I often find myself reflecting on a simple but profound question:
What if the same God who created the universe also wove His truth into our biology—and our relationships?
It’s a question that bridges the gap between science and faith, between what we observe in the natural world and what we believe about human nature. For much of my life, I stood on one side of that divide. As a former atheist, I was shaped by logic and biology—but also by deep questions about meaning, identity, and redemption.
Today, as a Christian theologian, I believe those questions were pointing me somewhere all along.
And here’s what I’ve come to see clearly: evolutionary science doesn’t contradict the biblical Fall—it actually provides compelling evidence for it. Our biology bears the imprint of a fallen world. Selfishness, competition, and pain are not just spiritual realities, but evolutionary traits that speak directly to our need for redemption.
That journey led me to write two books: Homo Lapsus and Jesus and Women. Together, they represent my attempt to integrate science, theology, and the real-life social issues we face—especially around gender.
A Bigger Story
At first glance, faith and science, men and women, sin and grace might seem like opposing forces. But I believe they actually tell one unified story—a story of a God who redeems every part of our human experience.
Whether you’re a believer wrestling with scientific questions…
A thinker seeking to reconcile faith with reason…
Or someone longing for a vision of Christianity that restores rather than divides… These books are for you.
As I studied evolutionary biology through a theological lens, something surprising emerged: I began to see the Fall not just as a symbolic story, but as a reflection of biological reality. Human selfishness, violence, and brokenness aren’t just spiritual concepts—they’re deeply embedded in our evolutionary history. But here’s the good news: so are love, sacrifice, and the capacity for redemption. God’s redemptive design isn’t in conflict with science. It’s written into it.

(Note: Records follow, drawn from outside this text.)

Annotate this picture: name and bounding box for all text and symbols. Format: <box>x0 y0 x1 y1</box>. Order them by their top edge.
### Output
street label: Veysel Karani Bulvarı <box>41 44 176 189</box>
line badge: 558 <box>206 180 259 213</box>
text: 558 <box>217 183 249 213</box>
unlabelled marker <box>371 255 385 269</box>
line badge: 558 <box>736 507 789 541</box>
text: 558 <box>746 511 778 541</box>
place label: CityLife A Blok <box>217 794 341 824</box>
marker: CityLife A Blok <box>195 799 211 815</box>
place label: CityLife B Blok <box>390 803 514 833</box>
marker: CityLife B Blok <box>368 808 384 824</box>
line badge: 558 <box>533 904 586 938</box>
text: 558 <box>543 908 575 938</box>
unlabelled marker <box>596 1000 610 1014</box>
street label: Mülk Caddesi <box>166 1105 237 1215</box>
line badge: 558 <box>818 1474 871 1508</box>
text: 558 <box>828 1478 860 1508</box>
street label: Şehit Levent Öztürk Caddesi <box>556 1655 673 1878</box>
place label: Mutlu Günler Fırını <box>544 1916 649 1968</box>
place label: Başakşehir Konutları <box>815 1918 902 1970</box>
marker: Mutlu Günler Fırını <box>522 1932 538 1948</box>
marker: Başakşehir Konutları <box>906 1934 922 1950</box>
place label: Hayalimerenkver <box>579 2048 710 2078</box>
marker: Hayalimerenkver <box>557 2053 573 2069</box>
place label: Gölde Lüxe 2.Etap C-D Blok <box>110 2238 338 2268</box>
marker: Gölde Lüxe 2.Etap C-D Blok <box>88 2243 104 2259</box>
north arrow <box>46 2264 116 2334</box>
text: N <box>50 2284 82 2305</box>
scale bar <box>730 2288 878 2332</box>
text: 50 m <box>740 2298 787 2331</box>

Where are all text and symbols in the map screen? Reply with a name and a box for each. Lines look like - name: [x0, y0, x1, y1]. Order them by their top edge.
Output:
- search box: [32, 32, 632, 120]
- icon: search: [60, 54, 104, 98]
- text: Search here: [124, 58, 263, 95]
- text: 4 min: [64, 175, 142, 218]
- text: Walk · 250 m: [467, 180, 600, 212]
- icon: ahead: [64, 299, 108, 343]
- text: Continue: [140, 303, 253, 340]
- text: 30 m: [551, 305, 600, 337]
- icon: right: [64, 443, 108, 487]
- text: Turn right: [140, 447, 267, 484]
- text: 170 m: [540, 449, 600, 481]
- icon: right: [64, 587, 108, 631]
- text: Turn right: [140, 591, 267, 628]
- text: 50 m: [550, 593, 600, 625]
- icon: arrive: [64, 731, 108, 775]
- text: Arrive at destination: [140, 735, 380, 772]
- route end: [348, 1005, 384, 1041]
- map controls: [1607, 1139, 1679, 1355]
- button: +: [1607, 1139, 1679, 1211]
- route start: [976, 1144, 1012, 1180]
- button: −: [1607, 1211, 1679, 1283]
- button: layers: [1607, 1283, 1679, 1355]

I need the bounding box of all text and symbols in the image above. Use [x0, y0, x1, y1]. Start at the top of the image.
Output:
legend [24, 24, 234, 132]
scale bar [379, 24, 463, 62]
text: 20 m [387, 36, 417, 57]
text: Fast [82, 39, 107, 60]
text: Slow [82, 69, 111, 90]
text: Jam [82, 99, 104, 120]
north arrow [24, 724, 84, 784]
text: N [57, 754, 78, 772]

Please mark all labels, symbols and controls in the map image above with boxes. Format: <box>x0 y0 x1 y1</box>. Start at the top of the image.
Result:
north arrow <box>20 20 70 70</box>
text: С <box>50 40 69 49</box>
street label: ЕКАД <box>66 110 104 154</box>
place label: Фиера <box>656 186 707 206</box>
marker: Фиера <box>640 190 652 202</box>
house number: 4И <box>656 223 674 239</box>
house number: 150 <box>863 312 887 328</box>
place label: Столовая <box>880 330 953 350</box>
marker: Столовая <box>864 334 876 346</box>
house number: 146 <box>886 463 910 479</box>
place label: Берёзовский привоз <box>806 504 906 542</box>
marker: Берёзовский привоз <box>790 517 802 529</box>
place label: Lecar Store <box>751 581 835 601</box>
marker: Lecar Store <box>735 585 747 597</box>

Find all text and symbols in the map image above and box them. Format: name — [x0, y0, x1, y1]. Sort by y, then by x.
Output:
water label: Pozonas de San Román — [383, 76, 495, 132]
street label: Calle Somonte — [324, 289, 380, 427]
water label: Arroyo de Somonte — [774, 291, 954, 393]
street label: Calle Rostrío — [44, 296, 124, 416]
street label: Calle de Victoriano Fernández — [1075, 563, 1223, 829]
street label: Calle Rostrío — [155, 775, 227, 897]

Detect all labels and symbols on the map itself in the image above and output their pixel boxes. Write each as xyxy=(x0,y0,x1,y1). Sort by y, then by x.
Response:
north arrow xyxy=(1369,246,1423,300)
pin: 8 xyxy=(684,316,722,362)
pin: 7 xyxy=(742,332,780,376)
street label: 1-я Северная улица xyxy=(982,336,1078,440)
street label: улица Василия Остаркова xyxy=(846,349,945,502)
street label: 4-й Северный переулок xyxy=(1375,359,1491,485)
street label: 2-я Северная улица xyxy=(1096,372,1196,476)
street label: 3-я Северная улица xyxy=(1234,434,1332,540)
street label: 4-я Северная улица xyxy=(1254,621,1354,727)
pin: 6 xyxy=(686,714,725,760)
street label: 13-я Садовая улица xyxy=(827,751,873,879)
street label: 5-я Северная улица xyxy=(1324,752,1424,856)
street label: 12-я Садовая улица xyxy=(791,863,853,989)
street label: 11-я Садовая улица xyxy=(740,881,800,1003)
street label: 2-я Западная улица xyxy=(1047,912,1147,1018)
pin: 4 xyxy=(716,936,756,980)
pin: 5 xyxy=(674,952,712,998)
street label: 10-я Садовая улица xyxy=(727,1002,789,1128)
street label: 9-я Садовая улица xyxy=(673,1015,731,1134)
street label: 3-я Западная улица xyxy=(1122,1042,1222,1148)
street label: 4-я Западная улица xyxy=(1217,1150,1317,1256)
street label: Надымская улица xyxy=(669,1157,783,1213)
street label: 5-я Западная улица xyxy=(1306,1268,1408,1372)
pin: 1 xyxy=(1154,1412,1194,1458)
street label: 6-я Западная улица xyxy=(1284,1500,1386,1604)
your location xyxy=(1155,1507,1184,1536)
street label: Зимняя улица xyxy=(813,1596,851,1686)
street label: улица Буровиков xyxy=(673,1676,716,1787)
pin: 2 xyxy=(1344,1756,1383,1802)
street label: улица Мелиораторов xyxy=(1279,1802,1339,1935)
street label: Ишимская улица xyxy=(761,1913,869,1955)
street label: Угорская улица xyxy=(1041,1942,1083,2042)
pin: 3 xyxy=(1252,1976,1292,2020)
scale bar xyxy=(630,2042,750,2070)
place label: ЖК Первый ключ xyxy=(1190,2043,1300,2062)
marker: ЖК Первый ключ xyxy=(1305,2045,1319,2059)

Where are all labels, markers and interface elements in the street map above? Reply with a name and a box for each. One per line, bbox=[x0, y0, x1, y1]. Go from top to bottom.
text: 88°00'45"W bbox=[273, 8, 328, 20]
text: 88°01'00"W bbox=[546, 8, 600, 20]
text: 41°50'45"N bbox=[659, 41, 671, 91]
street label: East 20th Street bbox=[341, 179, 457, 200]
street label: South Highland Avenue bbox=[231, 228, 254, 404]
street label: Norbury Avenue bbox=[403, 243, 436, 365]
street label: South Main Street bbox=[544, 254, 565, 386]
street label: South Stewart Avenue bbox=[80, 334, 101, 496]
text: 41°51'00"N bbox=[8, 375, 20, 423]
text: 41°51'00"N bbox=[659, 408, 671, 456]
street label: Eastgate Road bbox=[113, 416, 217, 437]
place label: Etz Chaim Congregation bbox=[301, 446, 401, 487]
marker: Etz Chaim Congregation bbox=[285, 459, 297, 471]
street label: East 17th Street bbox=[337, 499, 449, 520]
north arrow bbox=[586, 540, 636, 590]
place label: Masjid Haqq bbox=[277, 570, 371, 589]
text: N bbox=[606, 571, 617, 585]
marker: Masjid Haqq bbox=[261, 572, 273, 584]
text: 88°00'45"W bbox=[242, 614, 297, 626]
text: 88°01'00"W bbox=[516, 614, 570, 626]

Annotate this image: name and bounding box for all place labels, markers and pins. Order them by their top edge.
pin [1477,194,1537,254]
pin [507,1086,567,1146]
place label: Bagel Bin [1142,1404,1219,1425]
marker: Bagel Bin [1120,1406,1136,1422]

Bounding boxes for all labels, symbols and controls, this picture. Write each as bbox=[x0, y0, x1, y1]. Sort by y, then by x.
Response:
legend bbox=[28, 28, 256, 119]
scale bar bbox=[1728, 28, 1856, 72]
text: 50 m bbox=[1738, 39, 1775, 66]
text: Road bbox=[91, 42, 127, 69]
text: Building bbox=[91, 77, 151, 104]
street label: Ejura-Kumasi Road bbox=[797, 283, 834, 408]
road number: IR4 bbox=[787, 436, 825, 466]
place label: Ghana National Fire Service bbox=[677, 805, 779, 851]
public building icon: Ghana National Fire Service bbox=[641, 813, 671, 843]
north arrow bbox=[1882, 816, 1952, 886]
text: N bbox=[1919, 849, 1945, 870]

My second book, Jesus and Women, was born from a deep desire to explore how Jesus treated women—not from tradition, but from Scripture. In a culture that silenced them, Jesus gave them voice. In a society that diminished them, He restored their dignity and purpose. This isn’t just a “women’s issue.” It’s a gospel issue. Jesus didn’t just preach truth—He lived it, in every encounter with women across the Gospels.